Blue Planet II: One Ocean & The Deep Movie Review – Into The Unknown

The documentary, voiced by Sir David Attenborough, is like an exclusive peek into Georges Méliès, Tim Burton, James Cameron and Michel Gondry’s heads
Blue Planet II: One Ocean & The Deep Movie Review – Into The Unknown

I remember. "When the ice / becomes the sea/ you will see/ how beautiful we can be." French singer Émilie Simon's ethereal voice washed over the 'scene'. Two emperor penguins mate in Antarctica; their regal bodies form a heart-shaped silhouette against the clear morning sky. The male then spends months incubating the egg, while the female makes the long trek back to sea for nourishment. They take turns. It is, in essence, a tough long-distance marriage.

The year was 2005, and the air conditioner in my cinema hall seemed to be unusually effective. That's how utterly intimate and immersive March of the Penguins, Luc Jacquet's Oscar-winning nature documentary, was; it transported us to the most primal corner of the planet, enabling us to learn without losing the ability to feel. I learnt more about gender dynamics, parenthood, families, sacrifice, love, territoriality and most of all – cinema – from this film than most others. Simon's music played a large role in lending these stunning images a sense of storytelling. A sense of feeling, without fully grasping.

There is no place remote enough for the cameras to invade; at many points, it's impossible to believe that this isn't a Pixar movie

Blue Planet 2: One Ocean and The Deep – a combination of two episodes of Sony BBC Earth's seven-part series – extends this meditative language across different environments. If Penguins was one whole film, Planet is a montage of littler films and narratives unfurling within our oceans. A tern escapes a giant trevally in slow-motion, a bottle-nosed dolphin and killer whale poetically unite after a chase sequence, female walruses quarrel for the last slab of ice to protect their pups, polar bears look on forlornly as global warming melts away their homes, female humphead wrasses transform into males, sharks feed on a whale carcass to fill themselves up for a year – the stories are endless, and the emotions oddly familiar.

There is no place remote enough for the cameras to invade; at many points, it's impossible to believe that this isn't a Pixar movie. From the waters of New Zealand to South Mexico, from the underwater forests of Northern Japan to the Arctic Circle in Northern Norway and the depths of Antarctica's Twilight Zones, we are exposed to the kind of exotic creatures and lives that the very core of cinema stems from.

The cockeyed squid, fang-tooth, lantern fish, six-gilled sharks, zombie worms, the phenomenon of marine snow, barrel-eyed fish with a transparent head filled with jelly so that it can look up through its skull – it's like an exclusive peek into Georges Méliès, Tim Burton, James Cameron and Michel Gondry's heads: creative pioneers who must have surely been amphibious citizens of the Mariana Trench in their previous lives.

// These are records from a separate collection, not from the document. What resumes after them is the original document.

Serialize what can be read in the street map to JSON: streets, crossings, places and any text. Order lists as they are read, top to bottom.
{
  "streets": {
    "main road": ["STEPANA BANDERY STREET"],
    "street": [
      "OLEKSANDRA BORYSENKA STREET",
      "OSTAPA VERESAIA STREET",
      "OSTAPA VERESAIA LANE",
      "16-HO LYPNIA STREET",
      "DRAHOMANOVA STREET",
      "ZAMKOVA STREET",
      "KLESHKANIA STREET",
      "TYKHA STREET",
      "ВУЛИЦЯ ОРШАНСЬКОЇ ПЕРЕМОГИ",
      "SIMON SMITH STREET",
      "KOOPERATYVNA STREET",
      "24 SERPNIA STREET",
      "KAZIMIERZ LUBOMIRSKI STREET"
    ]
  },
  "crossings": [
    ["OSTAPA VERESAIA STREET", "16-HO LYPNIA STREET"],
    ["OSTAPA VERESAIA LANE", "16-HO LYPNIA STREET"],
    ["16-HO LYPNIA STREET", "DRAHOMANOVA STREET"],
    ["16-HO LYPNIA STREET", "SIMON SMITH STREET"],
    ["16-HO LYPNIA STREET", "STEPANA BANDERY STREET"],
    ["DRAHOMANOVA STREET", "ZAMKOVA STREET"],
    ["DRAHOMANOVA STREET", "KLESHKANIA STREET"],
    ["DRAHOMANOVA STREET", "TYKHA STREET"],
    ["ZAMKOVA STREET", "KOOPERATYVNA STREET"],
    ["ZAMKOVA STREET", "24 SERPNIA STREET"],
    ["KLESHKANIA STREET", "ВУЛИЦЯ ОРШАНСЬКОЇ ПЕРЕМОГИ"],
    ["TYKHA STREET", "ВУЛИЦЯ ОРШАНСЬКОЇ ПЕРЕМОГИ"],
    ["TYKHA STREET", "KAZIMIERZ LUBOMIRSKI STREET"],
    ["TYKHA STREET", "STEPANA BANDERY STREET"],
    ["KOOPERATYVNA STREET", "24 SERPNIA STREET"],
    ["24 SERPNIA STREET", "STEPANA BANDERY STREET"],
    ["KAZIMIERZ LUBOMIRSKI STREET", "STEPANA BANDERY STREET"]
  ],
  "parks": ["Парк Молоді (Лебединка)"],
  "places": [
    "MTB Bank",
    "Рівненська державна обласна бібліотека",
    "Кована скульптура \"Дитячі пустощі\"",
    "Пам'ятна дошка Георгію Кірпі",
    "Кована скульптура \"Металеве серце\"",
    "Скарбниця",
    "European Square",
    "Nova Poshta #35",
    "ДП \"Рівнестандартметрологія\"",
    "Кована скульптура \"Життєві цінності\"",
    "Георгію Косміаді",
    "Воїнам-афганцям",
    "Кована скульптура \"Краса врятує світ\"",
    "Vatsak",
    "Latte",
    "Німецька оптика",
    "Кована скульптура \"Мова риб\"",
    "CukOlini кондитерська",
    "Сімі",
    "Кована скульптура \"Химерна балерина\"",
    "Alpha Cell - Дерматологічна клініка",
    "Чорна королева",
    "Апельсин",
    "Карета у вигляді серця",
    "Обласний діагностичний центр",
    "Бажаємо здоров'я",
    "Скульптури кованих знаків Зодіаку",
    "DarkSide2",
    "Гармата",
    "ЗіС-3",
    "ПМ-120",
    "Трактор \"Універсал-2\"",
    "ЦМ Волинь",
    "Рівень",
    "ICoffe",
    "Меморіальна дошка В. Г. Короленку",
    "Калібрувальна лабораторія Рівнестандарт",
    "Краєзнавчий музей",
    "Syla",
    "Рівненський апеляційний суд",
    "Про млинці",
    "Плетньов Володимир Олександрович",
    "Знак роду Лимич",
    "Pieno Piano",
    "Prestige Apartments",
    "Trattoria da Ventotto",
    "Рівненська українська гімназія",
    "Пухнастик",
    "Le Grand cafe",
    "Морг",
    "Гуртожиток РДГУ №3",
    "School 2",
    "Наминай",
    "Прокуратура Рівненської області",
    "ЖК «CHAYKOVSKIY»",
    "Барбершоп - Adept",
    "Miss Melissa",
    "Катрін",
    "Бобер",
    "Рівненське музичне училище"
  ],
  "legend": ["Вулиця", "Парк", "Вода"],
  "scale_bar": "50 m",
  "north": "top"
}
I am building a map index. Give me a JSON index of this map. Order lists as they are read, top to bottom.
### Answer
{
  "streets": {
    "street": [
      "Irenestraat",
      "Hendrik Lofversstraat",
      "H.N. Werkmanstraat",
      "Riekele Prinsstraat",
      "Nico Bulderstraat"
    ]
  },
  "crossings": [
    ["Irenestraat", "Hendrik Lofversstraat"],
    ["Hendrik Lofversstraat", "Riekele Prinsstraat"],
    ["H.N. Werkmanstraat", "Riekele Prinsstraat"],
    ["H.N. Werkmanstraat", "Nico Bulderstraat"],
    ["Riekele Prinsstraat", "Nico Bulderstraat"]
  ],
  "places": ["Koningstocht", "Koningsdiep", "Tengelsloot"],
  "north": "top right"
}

This has to be where their freakish imagination stems from. Cameron, in fact, is famous for his solo sub dive in his vertical torpedo – his fascination for depth, something that critics think is curiously lacking in his movies, took him almost 11 kilometers to the bottom of the Trench in 2012. In this, we see the automated voyagers combing similar portions, and somehow managing to make a striking tale out of some inherently murky footage – like assembling a dark song out of broken verses.

"We know more about the surface of Mars than the deepest part of our seas" – is such a telling indicator of human nature in general. We think in scale, and invariably tend to overlook the versatility of own backyards to service the concept of the great beyond. It's the reason we have more outer-space movies and alien franchises than underwater sagas. But the seed of exploration begins within. Perhaps the true visionaries and filmmakers were always looking closer to home, before 'looking upward through their transparent jelly-filled skulls.'

The scores play like they are probing us to notice something new, something unknown, and asking us to admire – but not fear – what we don't understand

Sir David Attenborough's voiceover – one that still bears the wide-eyed wonder of a grandfather narrating the magic of Jurassic Park to infants – lends this documentary a more educative theme. But it's Hans Zimmer's score that, like Simon's, transcends the encyclopedic "Did You Know?" undertones of nature cinema. Zimmer seems to have fashioned his sounds on fantasy specialist Danny Elfman's – violins, choral backgrounds and crescendos dot the vast blueness of our screens. This is just as well, because if you close your eyes and listen to one of Elfman's original soundtracks – for example, Edward Scissorhands – it is essentially an amalgamation of melodies designed to humanize the anomalies of nature. The scores play like they are probing us to notice something new, something unknown, and asking us to admire – but not fear – what we don't understand. It's the music of communicating the fleetingness of a particular scene, one that is punctuated with an operatic feeling so that we don't forget it after the empty drone of civilization resumes.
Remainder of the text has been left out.